Please filter the listing for the string "Nesquehoning" and copy each matching line.

++++++++++

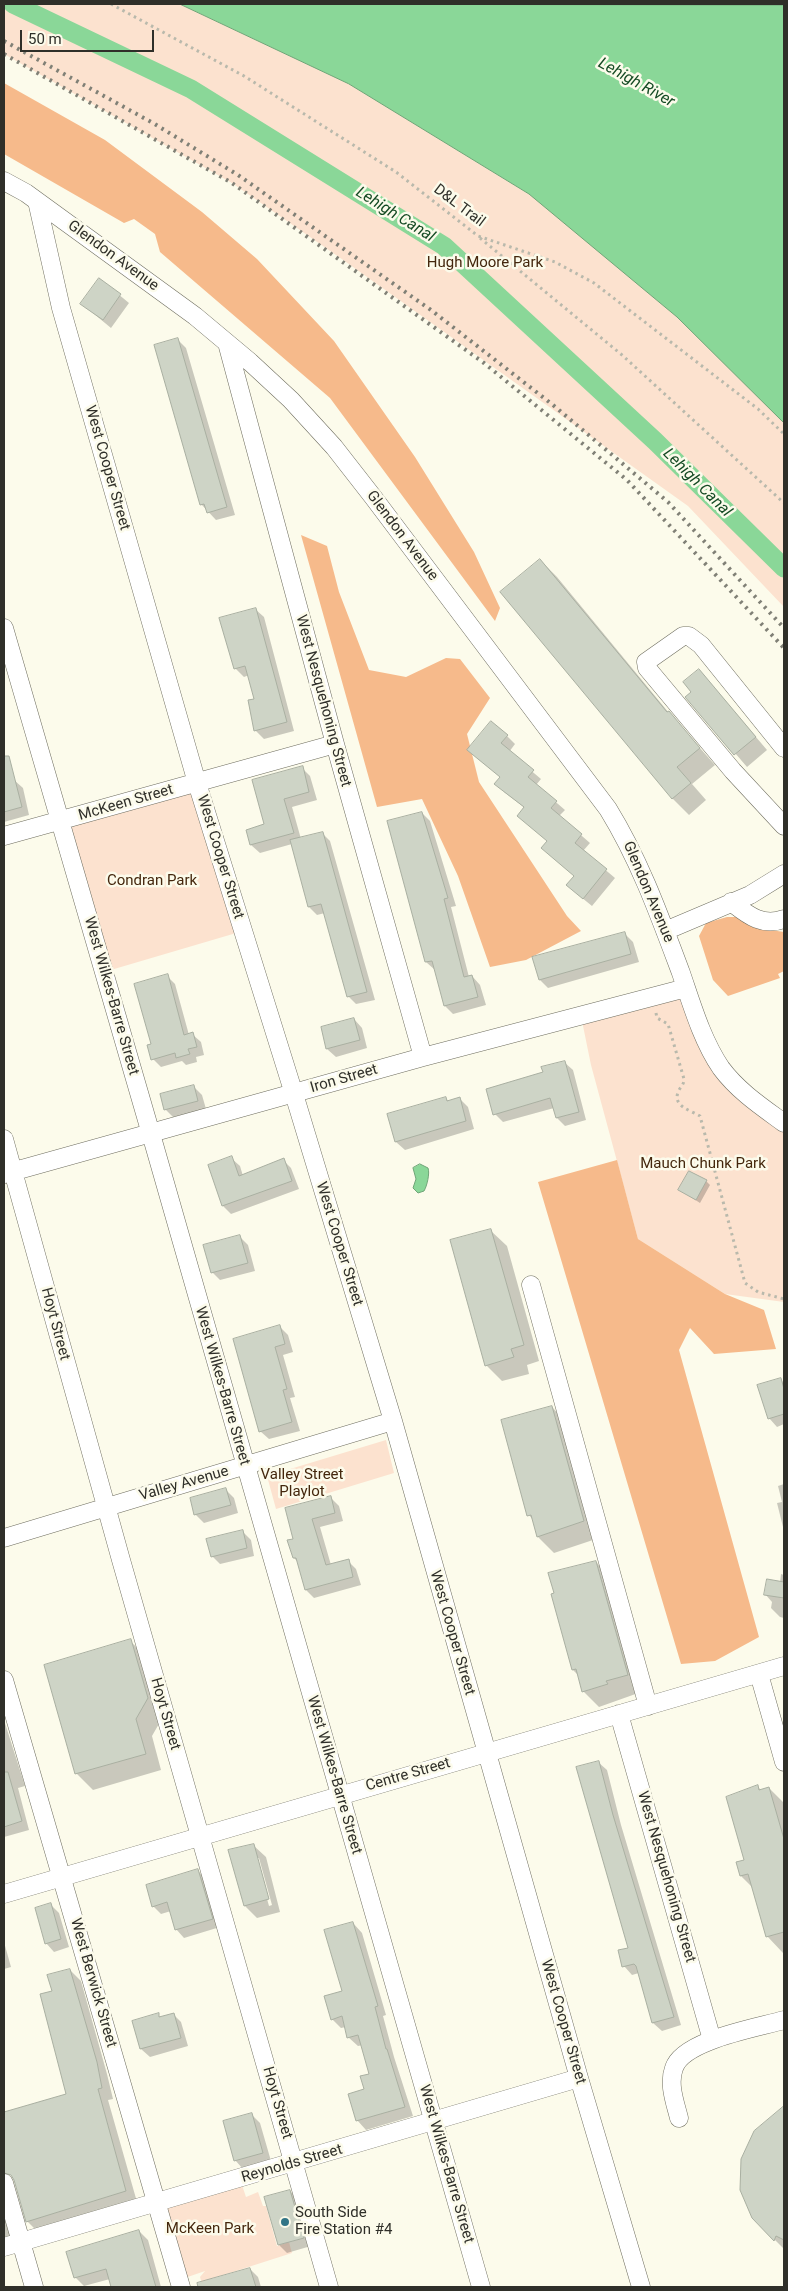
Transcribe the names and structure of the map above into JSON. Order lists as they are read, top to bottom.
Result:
{
  "streets": {
    "street": [
      "Glendon Avenue",
      "West Cooper Street",
      "West Nesquehoning Street",
      "McKeen Street",
      "West Wilkes-Barre Street",
      "Iron Street",
      "Hoyt Street",
      "Valley Avenue",
      "Centre Street",
      "West Berwick Street",
      "Reynolds Street"
    ],
    "path": ["D&L Trail"]
  },
  "crossings": [
    ["Glendon Avenue", "West Cooper Street"],
    ["Glendon Avenue", "West Nesquehoning Street"],
    ["Glendon Avenue", "Iron Street"],
    ["West Cooper Street", "McKeen Street"],
    ["West Cooper Street", "Iron Street"],
    ["West Cooper Street", "Valley Avenue"],
    ["West Cooper Street", "Centre Street"],
    ["West Cooper Street", "Reynolds Street"],
    ["West Nesquehoning Street", "McKeen Street"],
    ["West Nesquehoning Street", "Iron Street"],
    ["West Nesquehoning Street", "Centre Street"],
    ["McKeen Street", "West Wilkes-Barre Street"],
    ["West Wilkes-Barre Street", "Iron Street"],
    ["West Wilkes-Barre Street", "Valley Avenue"],
    ["West Wilkes-Barre Street", "Centre Street"],
    ["West Wilkes-Barre Street", "Reynolds Street"],
    ["Iron Street", "Hoyt Street"],
    ["Hoyt Street", "Valley Avenue"],
    ["Hoyt Street", "Centre Street"],
    ["Hoyt Street", "Reynolds Street"],
    ["Centre Street", "West Berwick Street"],
    ["West Berwick Street", "Reynolds Street"]
  ],
  "water": ["Lehigh River", "Lehigh Canal"],
  "parks": [
    "Hugh Moore Park",
    "Condran Park",
    "Mauch Chunk Park",
    "Valley Street Playlot",
    "McKeen Park"
  ],
  "places": ["South Side Fire Station #4"],
  "scale_bar": "50 m"
}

++++++++++

OUTPUT FOR THIS EXERCISE
      "West Nesquehoning Street",
    ["Glendon Avenue", "West Nesquehoning Street"],
    ["West Nesquehoning Street", "McKeen Street"],
    ["West Nesquehoning Street", "Iron Street"],
    ["West Nesquehoning Street", "Centre Street"],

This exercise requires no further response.